Honey-Data-15M, a high-quality supervised fine-tuning dataset containing around 15 million Q&A pairs. The dataset is enhanced through multi-step cleaning and a dual-layer Chain-of-Thought (CoT) expansion strategy to significantly improve data quality.
HoneyPipe and DataStudio, open-source data processing pipelines and frameworks that provide transparent and fully reproducible data preparation workflows.
Bee-8B, an 8-billion-parameter model trained on Honey-Data-15M. Bee-8B achieves new SOTA results across multiple benchmarks among fully open-source MLLMs, performing on par with or even surpassing several semi-open models.

Key Features

High-quality dataset construction:
Releases Honey-Data-15M, a 15-million-sample supervised fine-tuning dataset meticulously cleaned and enhanced with dual-layer CoT reasoning, dramatically improving data quality and forming a solid foundation for multimodal model training.

Full-stack data processing pipeline:
Open-sources HoneyPipe and DataStudio, providing an end-to-end data workflow—including data aggregation, noise filtering, and CoT enhancement—that ensures transparency and reproducibility, surpassing traditional static dataset-release practices.

High-performance model training and evaluation:
Bee-8B is trained on Honey-Data-15M and achieves SOTA performance among fully open-source multimodal LLMs across various benchmarks, demonstrating the crucial role of high-quality data in boosting model capabilities.

Open-source ecosystem:
Provides a complete suite of open-source resources, including datasets, processing pipelines, training recipes, evaluation tools, and model weights, accelerating community development and supporting research and applications in the multimodal LLM field.
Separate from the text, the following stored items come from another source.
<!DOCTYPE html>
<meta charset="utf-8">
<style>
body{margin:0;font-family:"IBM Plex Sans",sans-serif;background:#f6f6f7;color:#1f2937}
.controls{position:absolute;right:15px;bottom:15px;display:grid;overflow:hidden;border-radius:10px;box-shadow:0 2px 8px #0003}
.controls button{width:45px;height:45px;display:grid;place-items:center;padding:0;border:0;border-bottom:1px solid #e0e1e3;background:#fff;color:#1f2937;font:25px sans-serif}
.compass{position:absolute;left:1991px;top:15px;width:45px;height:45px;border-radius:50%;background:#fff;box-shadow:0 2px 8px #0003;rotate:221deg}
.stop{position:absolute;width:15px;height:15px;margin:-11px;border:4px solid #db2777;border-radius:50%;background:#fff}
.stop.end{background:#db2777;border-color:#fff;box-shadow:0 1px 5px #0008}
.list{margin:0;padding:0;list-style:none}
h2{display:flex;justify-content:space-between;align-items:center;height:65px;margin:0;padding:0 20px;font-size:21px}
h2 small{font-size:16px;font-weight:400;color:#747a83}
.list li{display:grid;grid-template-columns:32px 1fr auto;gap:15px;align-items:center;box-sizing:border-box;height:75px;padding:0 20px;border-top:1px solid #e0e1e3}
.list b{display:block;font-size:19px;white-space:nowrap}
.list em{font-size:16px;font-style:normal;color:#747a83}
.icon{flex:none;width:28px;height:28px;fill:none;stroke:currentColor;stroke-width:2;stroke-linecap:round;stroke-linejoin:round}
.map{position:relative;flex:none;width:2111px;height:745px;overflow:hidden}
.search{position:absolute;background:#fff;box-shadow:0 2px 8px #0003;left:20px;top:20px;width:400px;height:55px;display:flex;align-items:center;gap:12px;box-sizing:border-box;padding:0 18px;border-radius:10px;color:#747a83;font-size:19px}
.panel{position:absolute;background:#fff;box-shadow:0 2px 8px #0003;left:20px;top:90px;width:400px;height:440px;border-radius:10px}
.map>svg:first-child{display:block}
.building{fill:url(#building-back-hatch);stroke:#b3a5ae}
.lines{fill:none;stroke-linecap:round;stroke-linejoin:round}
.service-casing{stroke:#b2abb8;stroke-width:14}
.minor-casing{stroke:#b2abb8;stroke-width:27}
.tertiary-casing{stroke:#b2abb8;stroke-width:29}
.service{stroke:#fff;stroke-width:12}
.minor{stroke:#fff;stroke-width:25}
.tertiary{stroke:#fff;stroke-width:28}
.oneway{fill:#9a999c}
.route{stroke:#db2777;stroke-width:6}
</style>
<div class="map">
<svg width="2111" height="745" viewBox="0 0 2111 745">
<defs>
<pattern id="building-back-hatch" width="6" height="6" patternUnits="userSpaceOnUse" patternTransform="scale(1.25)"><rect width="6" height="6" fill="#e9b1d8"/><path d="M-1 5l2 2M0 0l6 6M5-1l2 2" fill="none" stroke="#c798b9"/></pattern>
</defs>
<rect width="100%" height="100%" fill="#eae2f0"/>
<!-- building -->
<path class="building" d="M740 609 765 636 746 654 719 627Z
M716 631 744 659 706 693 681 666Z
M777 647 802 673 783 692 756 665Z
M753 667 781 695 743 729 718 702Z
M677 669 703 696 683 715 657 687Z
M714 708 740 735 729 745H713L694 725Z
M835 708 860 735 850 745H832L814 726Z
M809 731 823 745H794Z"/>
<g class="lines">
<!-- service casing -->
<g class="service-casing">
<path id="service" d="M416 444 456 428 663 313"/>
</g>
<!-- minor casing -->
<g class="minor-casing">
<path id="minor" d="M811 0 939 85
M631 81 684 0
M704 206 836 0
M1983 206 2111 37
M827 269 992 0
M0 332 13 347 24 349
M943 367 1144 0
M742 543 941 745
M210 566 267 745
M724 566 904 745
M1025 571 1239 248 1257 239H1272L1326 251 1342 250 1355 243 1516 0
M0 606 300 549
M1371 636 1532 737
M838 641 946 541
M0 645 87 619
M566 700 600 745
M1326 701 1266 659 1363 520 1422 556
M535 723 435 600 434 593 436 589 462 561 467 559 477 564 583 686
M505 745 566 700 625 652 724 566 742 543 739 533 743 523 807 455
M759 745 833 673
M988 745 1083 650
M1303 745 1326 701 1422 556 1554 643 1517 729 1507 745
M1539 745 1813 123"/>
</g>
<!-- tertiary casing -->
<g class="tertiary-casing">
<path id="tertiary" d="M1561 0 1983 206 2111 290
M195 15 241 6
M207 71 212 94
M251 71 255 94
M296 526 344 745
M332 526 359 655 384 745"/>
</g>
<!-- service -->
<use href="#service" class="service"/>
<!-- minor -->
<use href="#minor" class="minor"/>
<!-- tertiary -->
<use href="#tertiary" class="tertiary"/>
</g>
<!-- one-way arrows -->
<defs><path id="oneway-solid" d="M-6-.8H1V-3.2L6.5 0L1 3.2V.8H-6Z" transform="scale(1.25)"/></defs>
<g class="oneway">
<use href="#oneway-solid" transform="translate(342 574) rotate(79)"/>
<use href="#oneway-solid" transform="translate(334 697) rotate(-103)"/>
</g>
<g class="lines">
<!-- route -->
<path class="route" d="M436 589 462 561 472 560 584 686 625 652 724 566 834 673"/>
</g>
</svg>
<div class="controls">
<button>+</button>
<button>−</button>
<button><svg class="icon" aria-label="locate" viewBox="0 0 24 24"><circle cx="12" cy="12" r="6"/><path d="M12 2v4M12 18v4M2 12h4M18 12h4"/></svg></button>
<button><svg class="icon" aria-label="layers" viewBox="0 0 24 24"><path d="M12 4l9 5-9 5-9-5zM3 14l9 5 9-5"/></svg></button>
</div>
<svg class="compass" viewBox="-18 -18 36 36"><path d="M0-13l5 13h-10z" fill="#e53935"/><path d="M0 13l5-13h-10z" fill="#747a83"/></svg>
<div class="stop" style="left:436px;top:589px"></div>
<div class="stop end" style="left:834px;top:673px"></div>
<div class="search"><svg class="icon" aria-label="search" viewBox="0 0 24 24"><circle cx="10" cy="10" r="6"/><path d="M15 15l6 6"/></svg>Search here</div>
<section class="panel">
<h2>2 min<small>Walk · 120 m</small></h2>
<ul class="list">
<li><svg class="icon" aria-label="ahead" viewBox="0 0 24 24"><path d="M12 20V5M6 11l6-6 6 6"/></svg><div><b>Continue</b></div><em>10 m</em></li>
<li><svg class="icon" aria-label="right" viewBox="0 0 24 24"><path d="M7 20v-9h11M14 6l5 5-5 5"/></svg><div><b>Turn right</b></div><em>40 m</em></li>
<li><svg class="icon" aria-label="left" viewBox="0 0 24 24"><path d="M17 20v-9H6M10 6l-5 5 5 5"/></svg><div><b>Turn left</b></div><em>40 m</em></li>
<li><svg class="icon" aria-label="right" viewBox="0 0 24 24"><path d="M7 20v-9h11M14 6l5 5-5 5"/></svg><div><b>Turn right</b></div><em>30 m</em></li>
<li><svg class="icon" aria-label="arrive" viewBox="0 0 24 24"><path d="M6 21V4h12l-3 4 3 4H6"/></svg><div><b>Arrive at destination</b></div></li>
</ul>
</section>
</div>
Technical Principles of Bee

Data aggregation and deduplication:
Collects large volumes of image-text pairs from multiple sources and applies strict deduplication to ensure dataset diversity and efficient processing.

Noise filtering:
Combines rule-based methods with model-based approaches to remove noisy samples such as malformed formats, low-quality images, or mismatched instructions.
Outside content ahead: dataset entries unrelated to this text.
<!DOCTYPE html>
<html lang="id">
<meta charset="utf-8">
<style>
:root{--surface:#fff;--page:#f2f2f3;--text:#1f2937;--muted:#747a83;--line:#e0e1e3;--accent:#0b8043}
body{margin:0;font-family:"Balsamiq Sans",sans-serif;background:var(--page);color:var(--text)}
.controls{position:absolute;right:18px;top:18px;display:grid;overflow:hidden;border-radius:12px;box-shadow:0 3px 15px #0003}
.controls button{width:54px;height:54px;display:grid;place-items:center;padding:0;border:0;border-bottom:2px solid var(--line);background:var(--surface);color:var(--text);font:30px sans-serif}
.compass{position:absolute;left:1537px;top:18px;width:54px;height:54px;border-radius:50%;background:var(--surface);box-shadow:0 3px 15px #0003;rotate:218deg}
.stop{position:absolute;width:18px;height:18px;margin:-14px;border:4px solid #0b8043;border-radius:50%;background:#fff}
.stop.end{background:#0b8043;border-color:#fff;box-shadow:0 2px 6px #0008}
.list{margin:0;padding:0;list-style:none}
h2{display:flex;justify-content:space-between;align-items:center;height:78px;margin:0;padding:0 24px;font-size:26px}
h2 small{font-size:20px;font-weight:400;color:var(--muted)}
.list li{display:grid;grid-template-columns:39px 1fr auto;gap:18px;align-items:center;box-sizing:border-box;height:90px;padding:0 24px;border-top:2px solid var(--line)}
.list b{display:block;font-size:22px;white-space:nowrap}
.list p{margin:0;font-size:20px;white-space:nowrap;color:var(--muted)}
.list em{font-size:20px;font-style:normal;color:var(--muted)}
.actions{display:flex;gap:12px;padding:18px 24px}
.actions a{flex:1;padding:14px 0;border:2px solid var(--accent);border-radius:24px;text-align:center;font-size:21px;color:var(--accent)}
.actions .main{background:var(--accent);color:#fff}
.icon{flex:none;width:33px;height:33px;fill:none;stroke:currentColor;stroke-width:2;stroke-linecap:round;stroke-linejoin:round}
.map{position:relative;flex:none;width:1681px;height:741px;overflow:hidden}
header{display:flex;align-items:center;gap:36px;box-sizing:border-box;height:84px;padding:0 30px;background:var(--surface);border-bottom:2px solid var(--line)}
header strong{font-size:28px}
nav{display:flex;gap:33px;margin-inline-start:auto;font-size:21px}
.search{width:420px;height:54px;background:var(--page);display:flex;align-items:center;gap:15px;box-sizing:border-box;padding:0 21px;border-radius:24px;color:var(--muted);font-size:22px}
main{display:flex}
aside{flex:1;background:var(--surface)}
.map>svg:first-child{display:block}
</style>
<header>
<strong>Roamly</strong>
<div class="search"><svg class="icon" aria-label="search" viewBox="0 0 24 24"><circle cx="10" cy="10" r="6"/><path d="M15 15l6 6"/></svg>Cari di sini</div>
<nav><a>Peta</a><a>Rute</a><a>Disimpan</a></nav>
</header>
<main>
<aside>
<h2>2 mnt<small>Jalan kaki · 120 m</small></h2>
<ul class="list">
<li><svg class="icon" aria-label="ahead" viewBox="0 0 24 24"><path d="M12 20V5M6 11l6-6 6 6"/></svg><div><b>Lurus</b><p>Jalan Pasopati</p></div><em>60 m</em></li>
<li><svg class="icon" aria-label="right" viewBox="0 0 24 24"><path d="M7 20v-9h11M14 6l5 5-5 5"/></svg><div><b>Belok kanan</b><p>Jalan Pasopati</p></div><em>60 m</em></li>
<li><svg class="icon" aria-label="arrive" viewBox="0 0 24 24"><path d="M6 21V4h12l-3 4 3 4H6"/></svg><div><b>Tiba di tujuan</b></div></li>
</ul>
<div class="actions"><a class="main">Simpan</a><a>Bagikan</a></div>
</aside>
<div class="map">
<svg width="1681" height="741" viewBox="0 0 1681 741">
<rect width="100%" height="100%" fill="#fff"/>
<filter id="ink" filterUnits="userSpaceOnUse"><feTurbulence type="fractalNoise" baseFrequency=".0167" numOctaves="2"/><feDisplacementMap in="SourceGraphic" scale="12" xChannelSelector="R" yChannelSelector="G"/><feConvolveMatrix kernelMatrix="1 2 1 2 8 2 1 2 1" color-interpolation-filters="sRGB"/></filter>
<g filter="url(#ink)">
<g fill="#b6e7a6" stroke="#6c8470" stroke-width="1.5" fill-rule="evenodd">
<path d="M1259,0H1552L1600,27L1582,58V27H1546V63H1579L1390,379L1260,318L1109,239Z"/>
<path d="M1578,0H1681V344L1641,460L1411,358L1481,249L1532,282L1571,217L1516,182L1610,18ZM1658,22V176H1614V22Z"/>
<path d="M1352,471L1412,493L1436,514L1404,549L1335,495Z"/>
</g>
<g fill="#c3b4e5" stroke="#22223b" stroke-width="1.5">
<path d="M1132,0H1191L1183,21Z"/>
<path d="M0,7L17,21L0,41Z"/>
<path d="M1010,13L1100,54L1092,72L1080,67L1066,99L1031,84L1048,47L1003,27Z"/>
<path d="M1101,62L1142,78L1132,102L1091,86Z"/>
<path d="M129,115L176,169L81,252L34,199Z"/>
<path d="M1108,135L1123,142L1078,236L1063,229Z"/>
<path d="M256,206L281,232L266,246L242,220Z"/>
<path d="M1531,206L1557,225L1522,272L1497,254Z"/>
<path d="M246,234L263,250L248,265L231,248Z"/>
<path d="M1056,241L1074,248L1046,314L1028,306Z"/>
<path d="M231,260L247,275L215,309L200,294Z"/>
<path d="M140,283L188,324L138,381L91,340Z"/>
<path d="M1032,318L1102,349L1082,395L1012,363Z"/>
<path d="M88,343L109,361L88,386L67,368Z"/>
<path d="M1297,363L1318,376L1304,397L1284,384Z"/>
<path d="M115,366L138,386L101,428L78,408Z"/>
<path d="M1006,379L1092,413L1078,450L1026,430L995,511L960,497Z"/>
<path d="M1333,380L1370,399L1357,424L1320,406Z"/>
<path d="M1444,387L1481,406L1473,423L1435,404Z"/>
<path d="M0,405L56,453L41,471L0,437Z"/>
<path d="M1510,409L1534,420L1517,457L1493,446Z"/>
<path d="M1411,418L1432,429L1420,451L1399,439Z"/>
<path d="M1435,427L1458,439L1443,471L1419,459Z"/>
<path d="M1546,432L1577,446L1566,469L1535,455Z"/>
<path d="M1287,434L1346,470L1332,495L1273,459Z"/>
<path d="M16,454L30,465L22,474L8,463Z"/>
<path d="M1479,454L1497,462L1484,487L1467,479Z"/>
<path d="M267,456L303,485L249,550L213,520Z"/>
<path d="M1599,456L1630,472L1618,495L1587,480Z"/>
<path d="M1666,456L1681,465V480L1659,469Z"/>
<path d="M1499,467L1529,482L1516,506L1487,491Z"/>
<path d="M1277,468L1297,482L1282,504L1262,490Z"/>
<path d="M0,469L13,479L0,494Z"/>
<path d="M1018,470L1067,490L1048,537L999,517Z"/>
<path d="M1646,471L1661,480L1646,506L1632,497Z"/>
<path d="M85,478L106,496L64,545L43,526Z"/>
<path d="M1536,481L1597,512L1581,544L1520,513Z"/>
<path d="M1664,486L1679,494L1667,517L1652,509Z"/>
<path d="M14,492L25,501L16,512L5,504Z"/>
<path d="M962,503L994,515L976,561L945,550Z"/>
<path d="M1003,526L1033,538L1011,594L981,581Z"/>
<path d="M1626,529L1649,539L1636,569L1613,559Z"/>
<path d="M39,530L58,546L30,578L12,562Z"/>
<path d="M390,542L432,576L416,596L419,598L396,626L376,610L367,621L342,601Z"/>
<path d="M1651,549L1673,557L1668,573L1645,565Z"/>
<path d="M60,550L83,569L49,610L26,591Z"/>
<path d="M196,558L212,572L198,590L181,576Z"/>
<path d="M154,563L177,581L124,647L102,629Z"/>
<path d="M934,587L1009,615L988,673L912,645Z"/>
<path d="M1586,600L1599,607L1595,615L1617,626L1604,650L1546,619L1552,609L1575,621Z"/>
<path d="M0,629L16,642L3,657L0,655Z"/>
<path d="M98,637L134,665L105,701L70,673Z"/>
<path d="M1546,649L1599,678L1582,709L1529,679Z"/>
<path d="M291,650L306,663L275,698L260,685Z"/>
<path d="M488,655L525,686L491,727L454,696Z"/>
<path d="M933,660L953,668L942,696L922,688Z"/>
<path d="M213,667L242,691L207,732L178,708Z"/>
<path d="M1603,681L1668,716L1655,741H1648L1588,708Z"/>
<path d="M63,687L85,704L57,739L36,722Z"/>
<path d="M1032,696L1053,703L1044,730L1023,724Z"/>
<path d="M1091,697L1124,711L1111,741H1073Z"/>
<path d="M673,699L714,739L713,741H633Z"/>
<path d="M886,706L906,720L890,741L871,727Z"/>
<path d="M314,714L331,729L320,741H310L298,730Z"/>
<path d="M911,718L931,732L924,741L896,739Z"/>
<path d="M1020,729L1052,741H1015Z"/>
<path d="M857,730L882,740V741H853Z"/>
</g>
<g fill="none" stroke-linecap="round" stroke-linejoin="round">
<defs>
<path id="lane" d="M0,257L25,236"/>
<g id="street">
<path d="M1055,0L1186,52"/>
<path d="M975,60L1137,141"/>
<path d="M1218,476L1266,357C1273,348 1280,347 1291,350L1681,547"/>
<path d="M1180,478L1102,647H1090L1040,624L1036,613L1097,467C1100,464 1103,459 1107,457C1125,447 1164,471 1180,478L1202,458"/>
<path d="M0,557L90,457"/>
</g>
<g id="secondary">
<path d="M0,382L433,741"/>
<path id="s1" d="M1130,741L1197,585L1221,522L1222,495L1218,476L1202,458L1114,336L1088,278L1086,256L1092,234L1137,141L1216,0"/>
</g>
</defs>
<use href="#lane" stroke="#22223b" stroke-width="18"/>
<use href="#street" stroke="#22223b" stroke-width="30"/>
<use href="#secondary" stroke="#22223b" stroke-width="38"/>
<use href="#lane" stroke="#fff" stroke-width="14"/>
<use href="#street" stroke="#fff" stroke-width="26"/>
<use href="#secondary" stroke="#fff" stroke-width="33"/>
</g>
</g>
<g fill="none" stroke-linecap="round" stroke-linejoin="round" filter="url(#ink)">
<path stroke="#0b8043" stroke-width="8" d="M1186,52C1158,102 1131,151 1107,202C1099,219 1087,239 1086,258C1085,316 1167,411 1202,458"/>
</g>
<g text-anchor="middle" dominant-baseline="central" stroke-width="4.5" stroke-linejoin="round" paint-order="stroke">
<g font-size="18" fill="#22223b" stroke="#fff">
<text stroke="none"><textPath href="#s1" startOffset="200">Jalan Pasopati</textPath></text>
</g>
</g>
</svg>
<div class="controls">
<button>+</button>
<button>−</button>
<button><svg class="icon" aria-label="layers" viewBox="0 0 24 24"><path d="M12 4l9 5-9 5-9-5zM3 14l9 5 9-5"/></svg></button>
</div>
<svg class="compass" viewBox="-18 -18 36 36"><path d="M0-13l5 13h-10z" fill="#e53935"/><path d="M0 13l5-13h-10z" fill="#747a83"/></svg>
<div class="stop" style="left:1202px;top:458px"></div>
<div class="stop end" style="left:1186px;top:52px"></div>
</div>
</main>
Chain-of-Thought (CoT) expansion:
Generates rich reasoning traces using both short and long CoT strategies, enhancing model reasoning capabilities for tasks of varying complexity.

Fidelity verification:
Uses LLM-as-a-Judge semantic comparison to ensure that generated CoT responses are accurate and consistent.

Model training and optimization:
Bee-8B is trained on the high-quality Honey-Data-15M dataset and optimized using techniques such as Supervised Fine-tuning (SFT) and Reinforcement Learning (RL).

Project Links

Project website: https://open-bee.github.io/
HuggingFace model hub: https://huggingface.co/collections/Open-Bee/bee
arXiv paper: https://arxiv.org/pdf/2510.13795
Honey-Data-15M dataset: https://huggingface.co/datasets/Open-Bee/Honey-Data-15M

Application Scenarios of Bee

Multimodal content generation:
Generates high-quality image descriptions, video captions, and other multimodal content to enhance creative efficiency and diversity.

Intelligent Q&A systems:
Provides accurate and detailed responses to complex questions using strong reasoning abilities.

Education:
Supports teaching by generating instructional materials or answering student questions, enabling personalized learning.

Research assistance:
Helps researchers organize and analyze data, generate reports, or provide suggestions for experimental design.

Business intelligence:
Analyzes market trends, user feedback, and other data to support decision-making and forecasting.

Healthcare:
Assists with medical diagnosis, generates medical image analysis reports, or offers medical-related consultation.